QuaPy is an open source framework for quantification (a.k.a. supervised prevalence estimation, or learning to quantify) written in Python.

QuaPy is based on the concept of "data sample", and provides implementations of the most important aspects of the quantification workflow, such as (baseline and advanced) quantification methods, quantification-oriented model selection mechanisms, evaluation measures, and evaluations protocols used for evaluating quantification methods. QuaPy also makes available commonly used datasets, and offers visualization tools for facilitating the analysis and interpretation of the experimental results.

Installation

pip install quapy

A quick example:

The following script fetches a dataset of tweets, trains, applies, and evaluates a quantifier based on the Adjusted Classify & Count quantification method, using, as the evaluation measure, the Mean Absolute Error (MAE) between the predicted and the true class prevalence values of the test set.

import quapy as qp
from sklearn.linear_model import LogisticRegression

dataset = qp.datasets.fetch_twitter('semeval16')

# create an "Adjusted Classify & Count" quantifier
model = qp.method.aggregative.ACC(LogisticRegression())
model.fit(dataset.training)

estim_prevalence = model.quantify(dataset.test.instances)
true_prevalence  = dataset.test.prevalence()

error = qp.error.mae(true_prevalence, estim_prevalence)

print(f'Mean Absolute Error (MAE)={error:.3f}')
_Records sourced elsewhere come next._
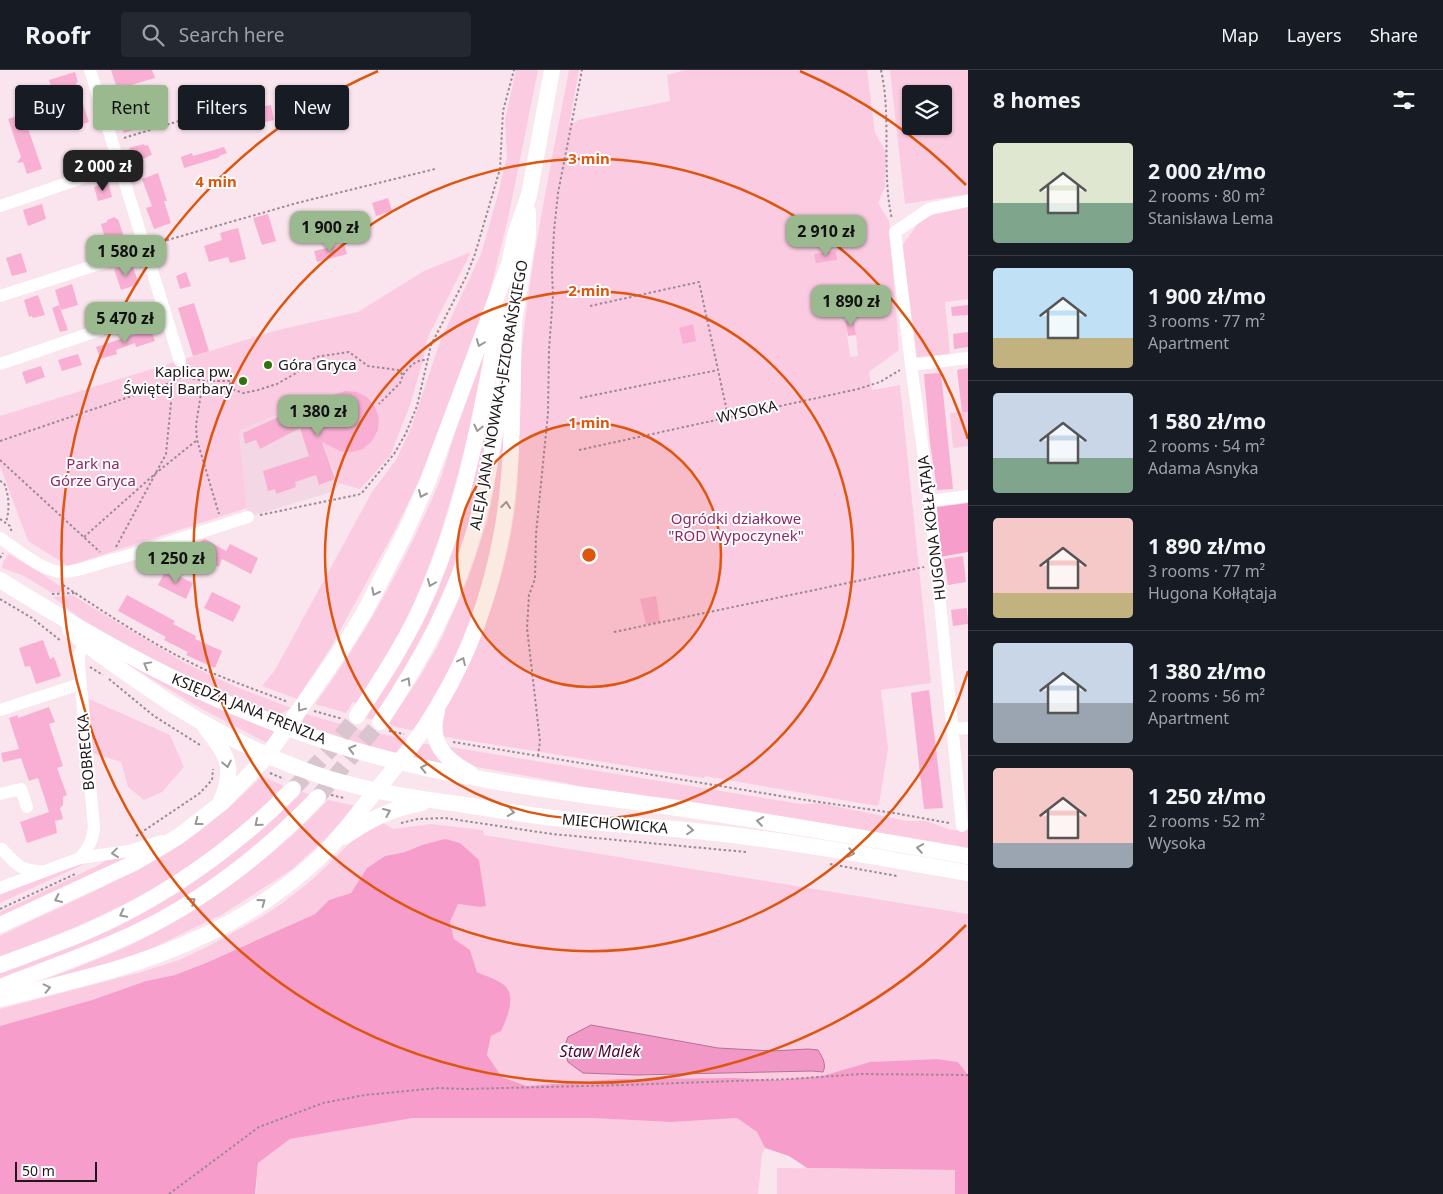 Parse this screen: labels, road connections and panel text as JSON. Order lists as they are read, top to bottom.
{
  "streets": {
    "main road": ["ALEJA JANA NOWAKA-JEZIORAŃSKIEGO", "KSIĘDZA JANA FRENZLA", "MIECHOWICKA"],
    "street": ["HUGONA KOŁŁĄTAJA", "BOBRECKA"],
    "path": ["WYSOKA"]
  },
  "crossings": [
    ["WYSOKA", "HUGONA KOŁŁĄTAJA"],
    ["KSIĘDZA JANA FRENZLA", "BOBRECKA"],
    ["KSIĘDZA JANA FRENZLA", "MIECHOWICKA"]
  ],
  "water": ["Staw Malek"],
  "parks": ["Park na Górze Gryca", "Ogródki działkowe \"ROD Wypoczynek\""],
  "places": ["Góra Gryca", "Kaplica pw. Świętej Barbary"],
  "scale_bar": "50 m",
  "page": {
    "header": "Roofr",
    "search": "Search here",
    "nav": ["Map", "Layers", "Share"],
    "heading": "8 homes",
    "chip": [
      "Buy",
      "Rent",
      "Filters",
      "New"
    ],
    "list": [
      {
        "name": "2 000 zł/mo",
        "note": "2 rooms · 80 m² · Stanisława Lema"
      },
      {
        "name": "1 900 zł/mo",
        "note": "3 rooms · 77 m² · Apartment"
      },
      {
        "name": "1 580 zł/mo",
        "note": "2 rooms · 54 m² · Adama Asnyka"
      },
      {
        "name": "1 890 zł/mo",
        "note": "3 rooms · 77 m² · Hugona Kołłątaja"
      },
      {
        "name": "1 380 zł/mo",
        "note": "2 rooms · 56 m² · Apartment"
      },
      {
        "name": "1 250 zł/mo",
        "note": "2 rooms · 52 m² · Wysoka"
      }
    ],
    "price": [
      "2 000 zł",
      "1 900 zł",
      "2 910 zł",
      "1 580 zł",
      "1 890 zł",
      "5 470 zł",
      "1 380 zł",
      "1 250 zł"
    ],
    "scale": "50 m"
  },
  "rings": [
    "3 min",
    "4 min",
    "2 min",
    "1 min"
  ]
}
Quantification is useful in scenarios characterized by prior probability shift. In other words, we would be little interested in estimating the class prevalence values of the test set if we could assume the IID assumption to hold, as this prevalence would be roughly equivalent to the class prevalence of the training set. For this reason, any quantification model should be tested across many samples, even ones characterized by class prevalence values different or very different from those found in the training set. QuaPy implements sampling procedures and evaluation protocols that automate this workflow. See the Wiki for detailed examples.

Features

Implementation of many popular quantification methods (Classify-&-Count and its variants, Expectation Maximization, quantification methods based on structured output learning, HDy, QuaNet, and quantification ensembles).
Versatile functionality for performing evaluation based on artificial sampling protocols.
Implementation of most commonly used evaluation metrics (e.g., AE, RAE, SE, KLD, NKLD, etc.).
Datasets frequently used in quantification (textual and numeric), including:
- 32 UCI Machine Learning datasets.
- 11 Twitter quantification-by-sentiment datasets.
- 3 product reviews quantification-by-sentiment datasets.
Native support for binary and single-label multiclass quantification scenarios.
Model selection functionality that minimizes quantification-oriented loss functions.
Visualization tools for analysing the experimental results.

Requirements

scikit-learn, numpy, scipy
pytorch (for QuaNet)
svmperf patched for quantification (see below)
joblib
tqdm
pandas, xlrd
matplotlib

SVM-perf with quantification-oriented losses

In order to run experiments involving SVM(Q), SVM(KLD), SVM(NKLD), SVM(AE), or SVM(RAE), you have to first download the svmperf package, apply the patch svm-perf-quantification-ext.patch, and compile the sources. The script prepare_svmperf.sh does all the job. Simply run:

./prepare_svmperf.sh

The resulting directory svm_perf_quantification contains the patched version of svmperf with quantification-oriented losses.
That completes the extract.